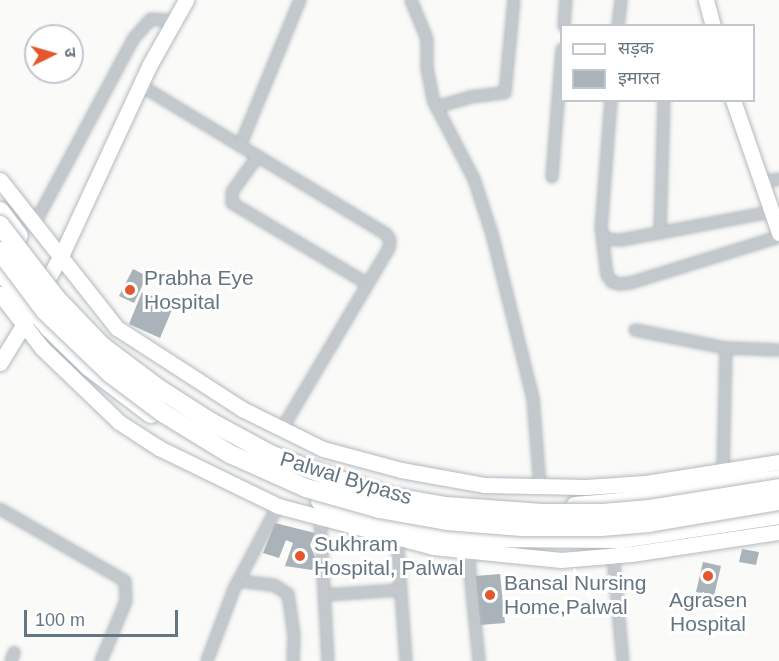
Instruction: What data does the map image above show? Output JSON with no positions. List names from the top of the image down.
{
  "streets": {
    "highway": ["Palwal Bypass"]
  },
  "places": [
    "Prabha Eye Hospital",
    "Sukhram Hospital, Palwal",
    "Agrasen Hospital",
    "Bansal Nursing Home,Palwal"
  ],
  "legend": ["सड़क", "इमारत"],
  "scale_bar": "100 m",
  "north": "right"
}
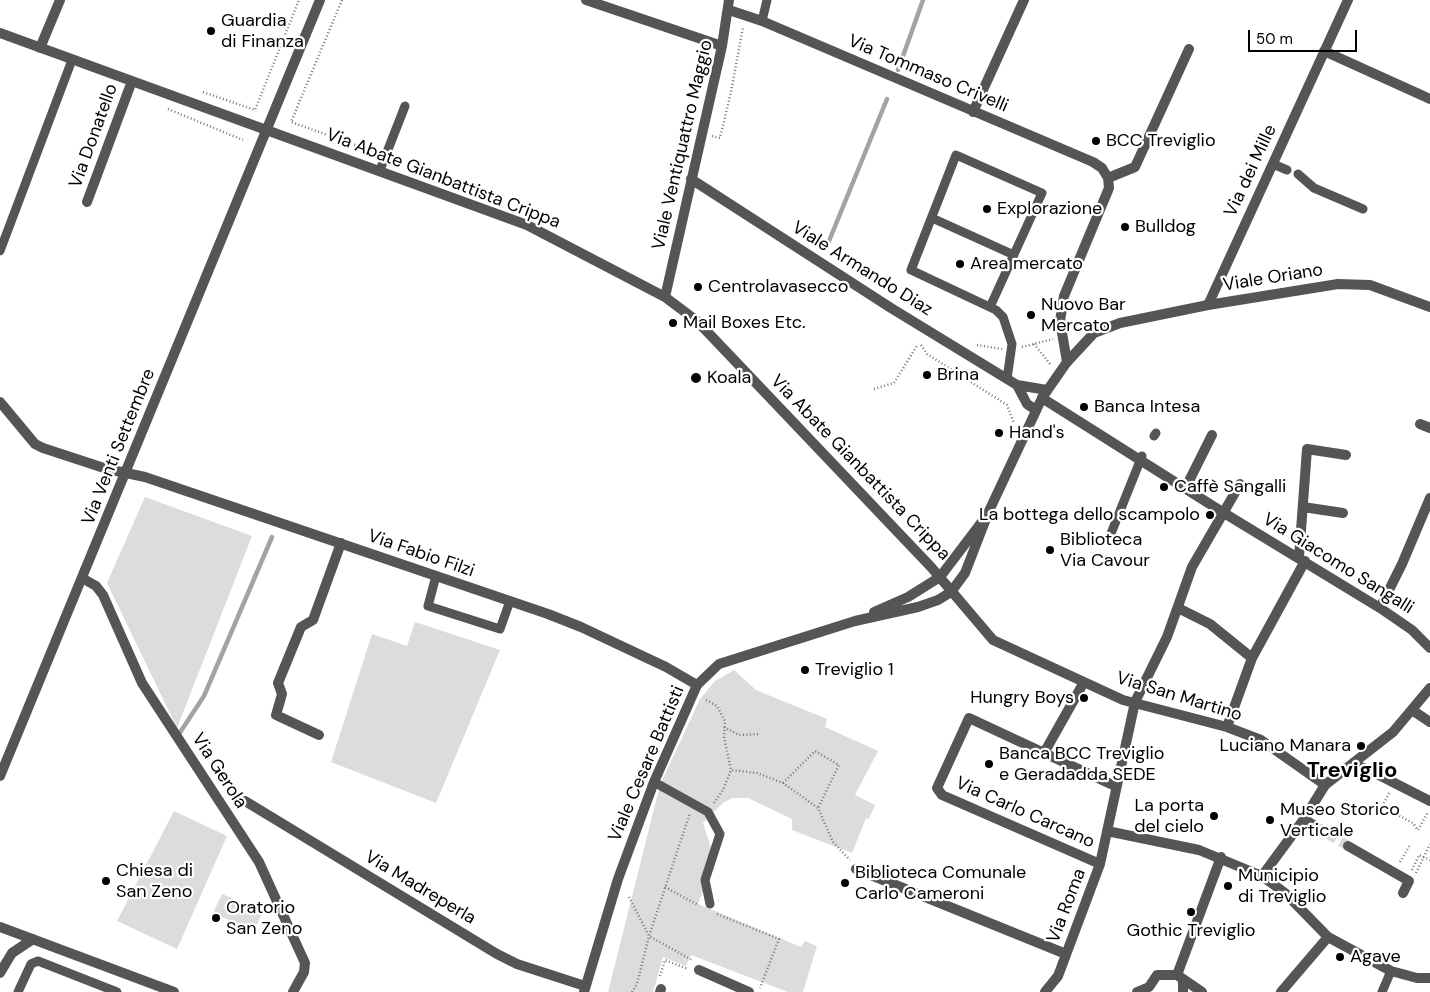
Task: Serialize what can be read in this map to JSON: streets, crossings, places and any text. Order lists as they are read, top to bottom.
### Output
{
  "streets": {
    "street": [
      "Via Tommaso Crivelli",
      "Via Donatello",
      "Viale Ventiquattro Maggio",
      "Via dei Mille",
      "Via Abate Gianbattista Crippa",
      "Viale Armando Diaz",
      "Viale Oriano",
      "Via Venti Settembre",
      "Via Fabio Filzi",
      "Via Giacomo Sangalli",
      "Via San Martino",
      "Viale Cesare Battisti",
      "Via Gerola",
      "Via Carlo Carcano",
      "Via Madreperla",
      "Via Roma"
    ]
  },
  "crossings": [
    ["Via Tommaso Crivelli", "Viale Ventiquattro Maggio"],
    ["Via Donatello", "Via Abate Gianbattista Crippa"],
    ["Viale Ventiquattro Maggio", "Via Abate Gianbattista Crippa"],
    ["Viale Ventiquattro Maggio", "Viale Armando Diaz"],
    ["Via dei Mille", "Viale Oriano"],
    ["Via Abate Gianbattista Crippa", "Via Venti Settembre"],
    ["Via Abate Gianbattista Crippa", "Via San Martino"],
    ["Via Abate Gianbattista Crippa", "Viale Cesare Battisti"],
    ["Viale Armando Diaz", "Viale Oriano"],
    ["Viale Armando Diaz", "Via Giacomo Sangalli"],
    ["Viale Oriano", "Via Giacomo Sangalli"],
    ["Via Venti Settembre", "Via Fabio Filzi"],
    ["Via Venti Settembre", "Via Gerola"],
    ["Via Fabio Filzi", "Viale Cesare Battisti"],
    ["Via Giacomo Sangalli", "Via Roma"],
    ["Via San Martino", "Viale Cesare Battisti"],
    ["Via San Martino", "Via Roma"],
    ["Viale Cesare Battisti", "Via Madreperla"],
    ["Via Carlo Carcano", "Via Roma"]
  ],
  "districts": ["Treviglio"],
  "places": [
    "Guardia di Finanza",
    "BCC Treviglio",
    "Explorazione",
    "Bulldog",
    "Area mercato",
    "Centrolavasecco",
    "Nuovo Bar Mercato",
    "Mail Boxes Etc.",
    "Brina",
    "Koala",
    "Banca Intesa",
    "Hand's",
    "Caffè Sangalli",
    "La bottega dello scampolo",
    "Biblioteca Via Cavour",
    "Treviglio 1",
    "Hungry Boys",
    "Luciano Manara",
    "Banca BCC Treviglio e Geradadda SEDE",
    "La porta del cielo",
    "Museo Storico Verticale",
    "Chiesa di San Zeno",
    "Biblioteca Comunale Carlo Cameroni",
    "Municipio di Treviglio",
    "Gothic Treviglio",
    "Oratorio San Zeno",
    "Agave"
  ],
  "scale_bar": "50 m"
}
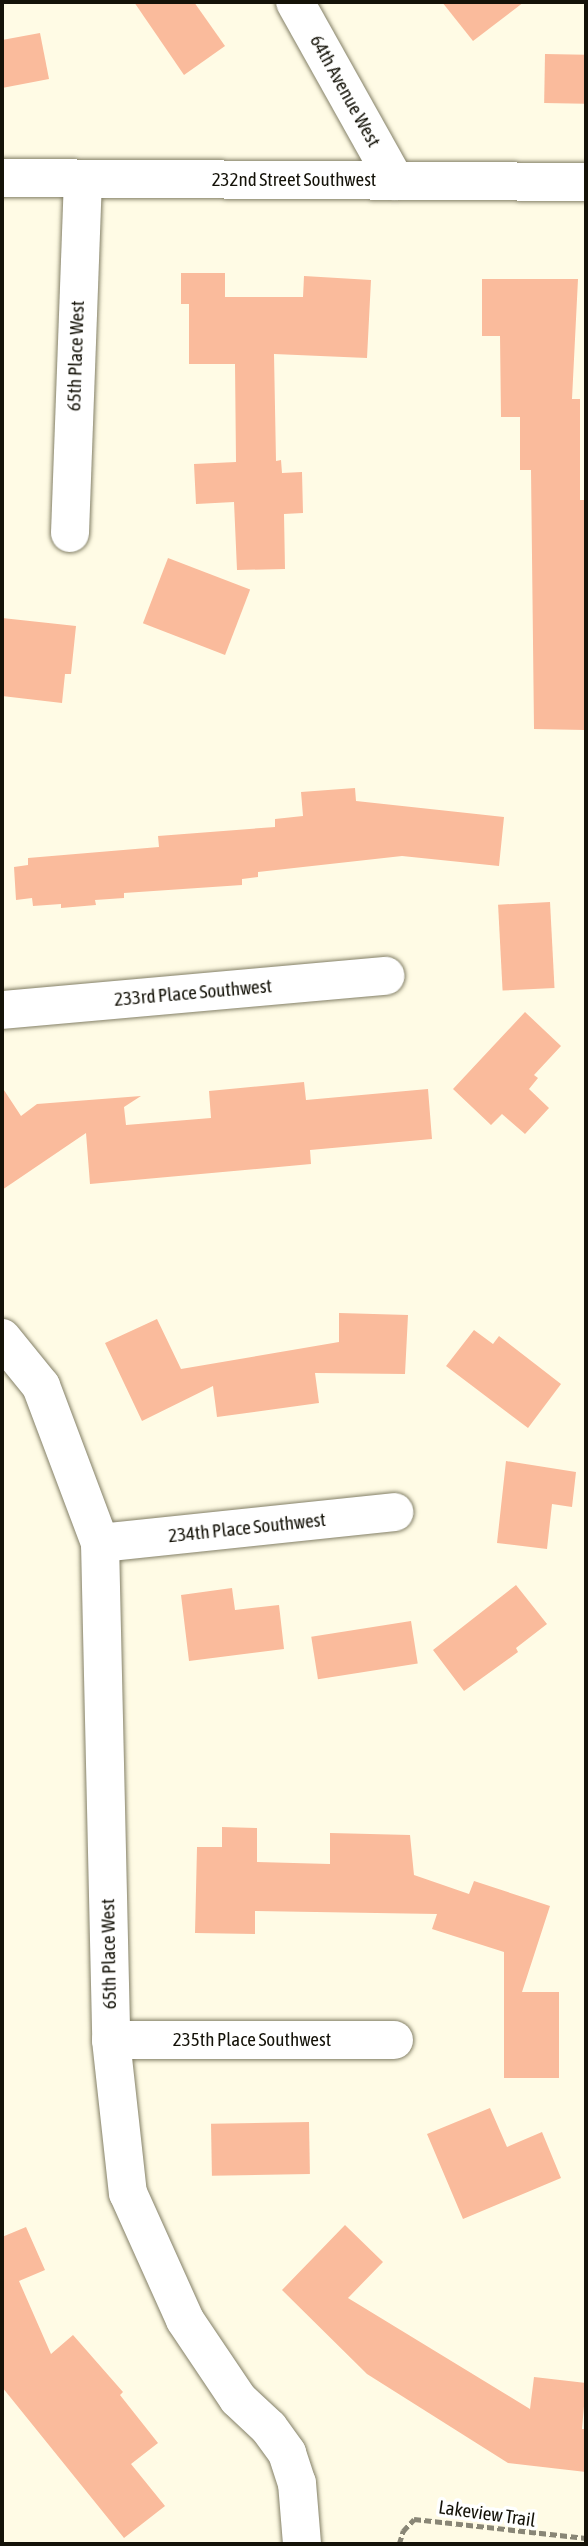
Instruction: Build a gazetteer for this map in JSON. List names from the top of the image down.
{
  "streets": {
    "street": [
      "64th Avenue West",
      "232nd Street Southwest",
      "65th Place West",
      "233rd Place Southwest",
      "234th Place Southwest",
      "235th Place Southwest"
    ],
    "path": ["Lakeview Trail"]
  },
  "crossings": [
    ["64th Avenue West", "232nd Street Southwest"],
    ["232nd Street Southwest", "65th Place West"],
    ["65th Place West", "234th Place Southwest"],
    ["65th Place West", "235th Place Southwest"]
  ]
}
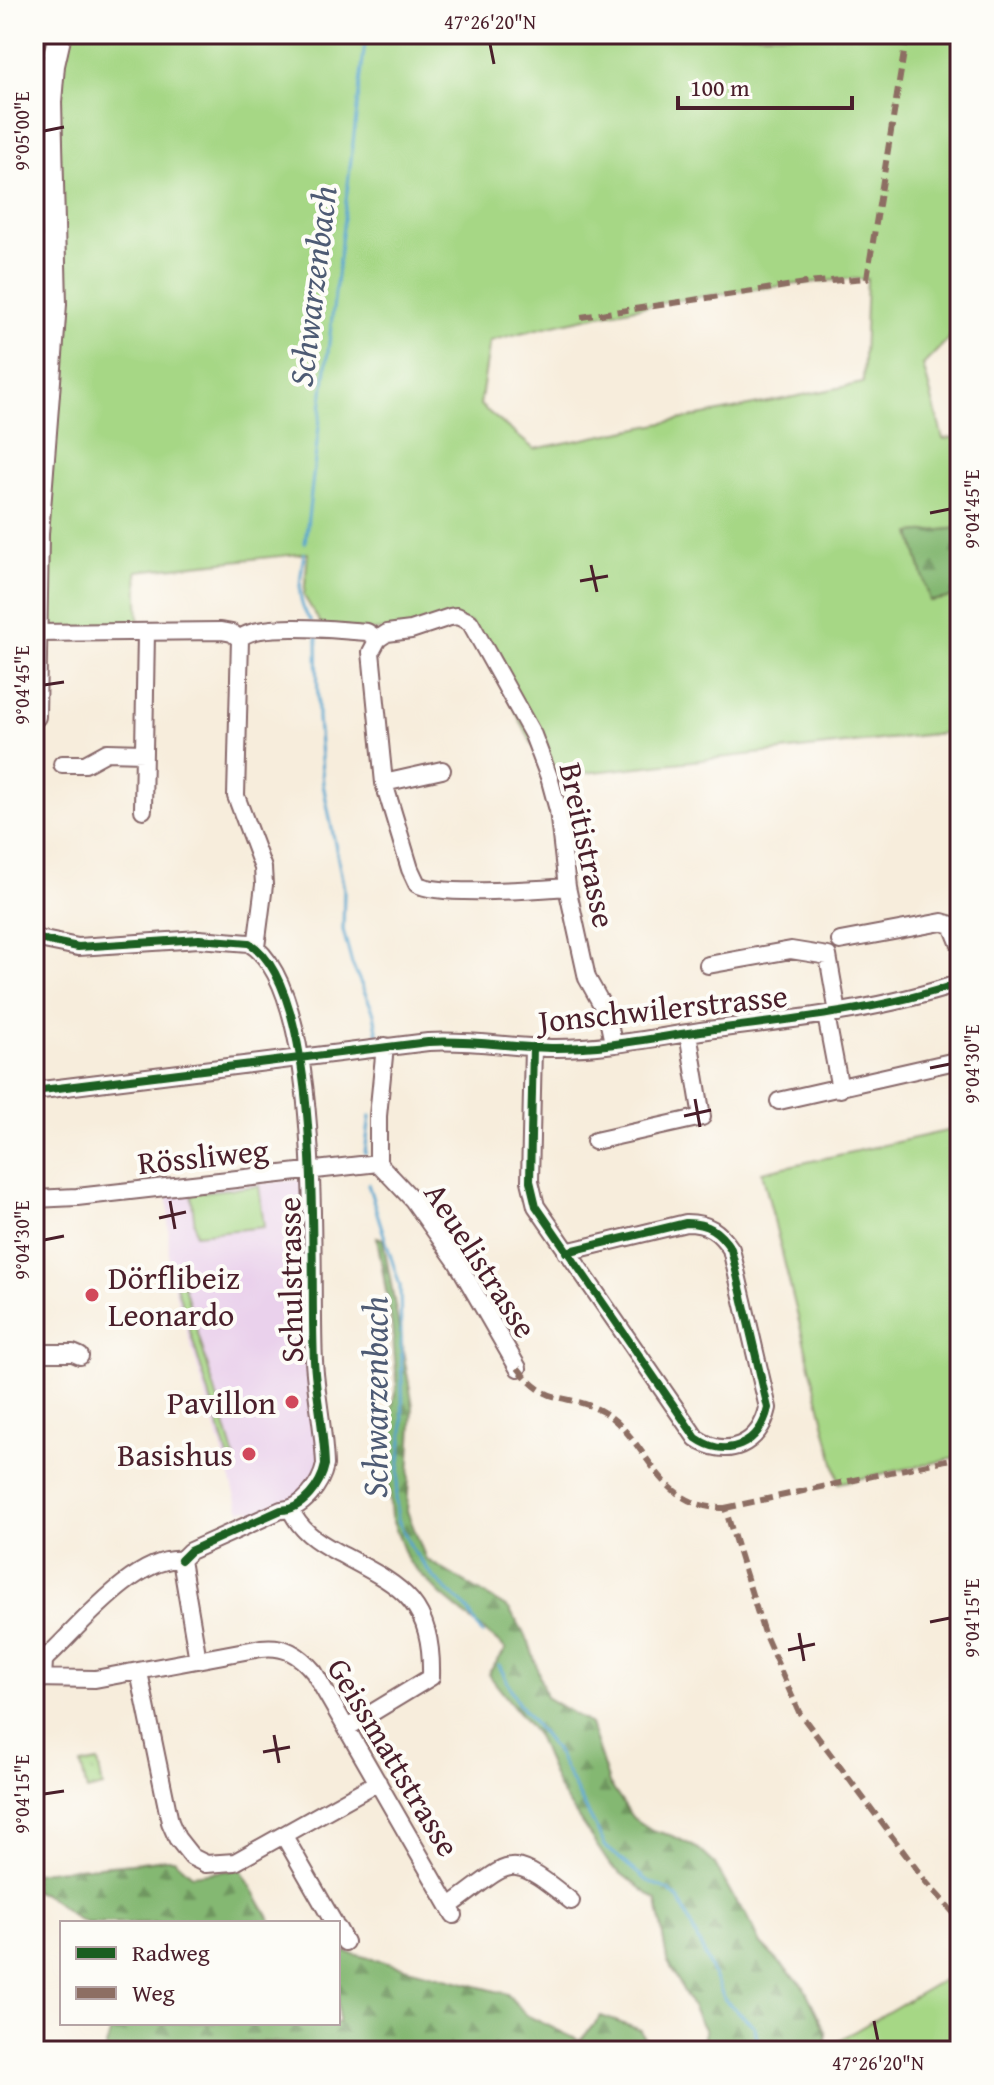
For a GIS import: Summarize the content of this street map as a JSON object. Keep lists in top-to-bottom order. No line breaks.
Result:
{"streets":{"street":["Breitistrasse","Jonschwilerstrasse","Rössliweg","Aeuelistrasse","Schulstrasse","Geissmattstrasse"]},"crossings":[["Breitistrasse","Jonschwilerstrasse"],["Jonschwilerstrasse","Schulstrasse"],["Rössliweg","Aeuelistrasse"],["Rössliweg","Schulstrasse"],["Schulstrasse","Geissmattstrasse"]],"water":["Schwarzenbach"],"places":["Dörflibeiz Leonardo","Pavillon","Basishus"],"legend":["Radweg","Weg"],"scale_bar":"100 m","coordinates":["47°26'20\"N","9°05'00\"E","9°04'45\"E","9°04'30\"E","9°04'15\"E"]}
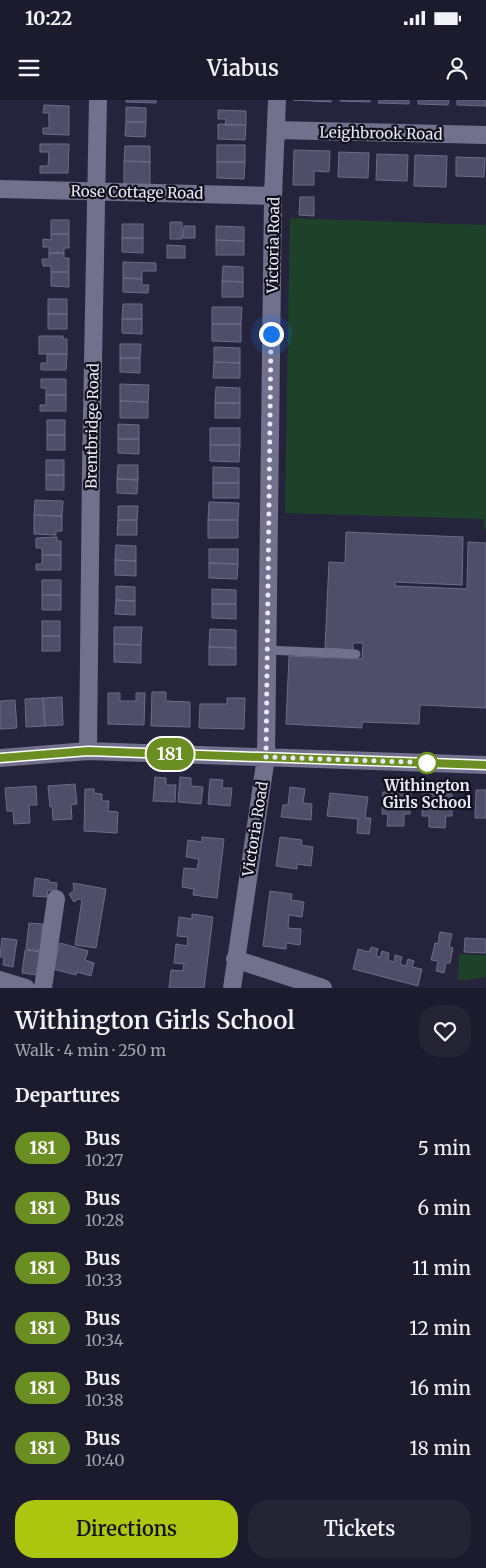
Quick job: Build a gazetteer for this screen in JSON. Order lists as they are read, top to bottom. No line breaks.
{"streets":{"street":["Leighbrook Road","Rose Cottage Road","Victoria Road","Brentbridge Road"]},"crossings":[["Leighbrook Road","Victoria Road"],["Rose Cottage Road","Victoria Road"],["Rose Cottage Road","Brentbridge Road"]],"places":["Withington Girls School"],"lines":["bus line 181"],"page":{"status":"10:22","header":"Viabus","on_map":"181","heading":[["Withington Girls School","Walk · 4 min · 250 m"],"Departures"],"list":[{"mark":"181","name":"Bus","note":"10:27","value":"5 min"},{"mark":"181","name":"Bus","note":"10:28","value":"6 min"},{"mark":"181","name":"Bus","note":"10:33","value":"11 min"},{"mark":"181","name":"Bus","note":"10:34","value":"12 min"},{"mark":"181","name":"Bus","note":"10:38","value":"16 min"},{"mark":"181","name":"Bus","note":"10:40","value":"18 min"}],"buttons":["Directions","Tickets"]}}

————

Pull every line with the word "Battisti" from the data.

      "Viale Cesare Battisti",
    ["Via Abate Gianbattista Crippa", "Viale Cesare Battisti"],
    ["Via Fabio Filzi", "Viale Cesare Battisti"],
    ["Via San Martino", "Viale Cesare Battisti"],
    ["Viale Cesare Battisti", "Via Madreperla"],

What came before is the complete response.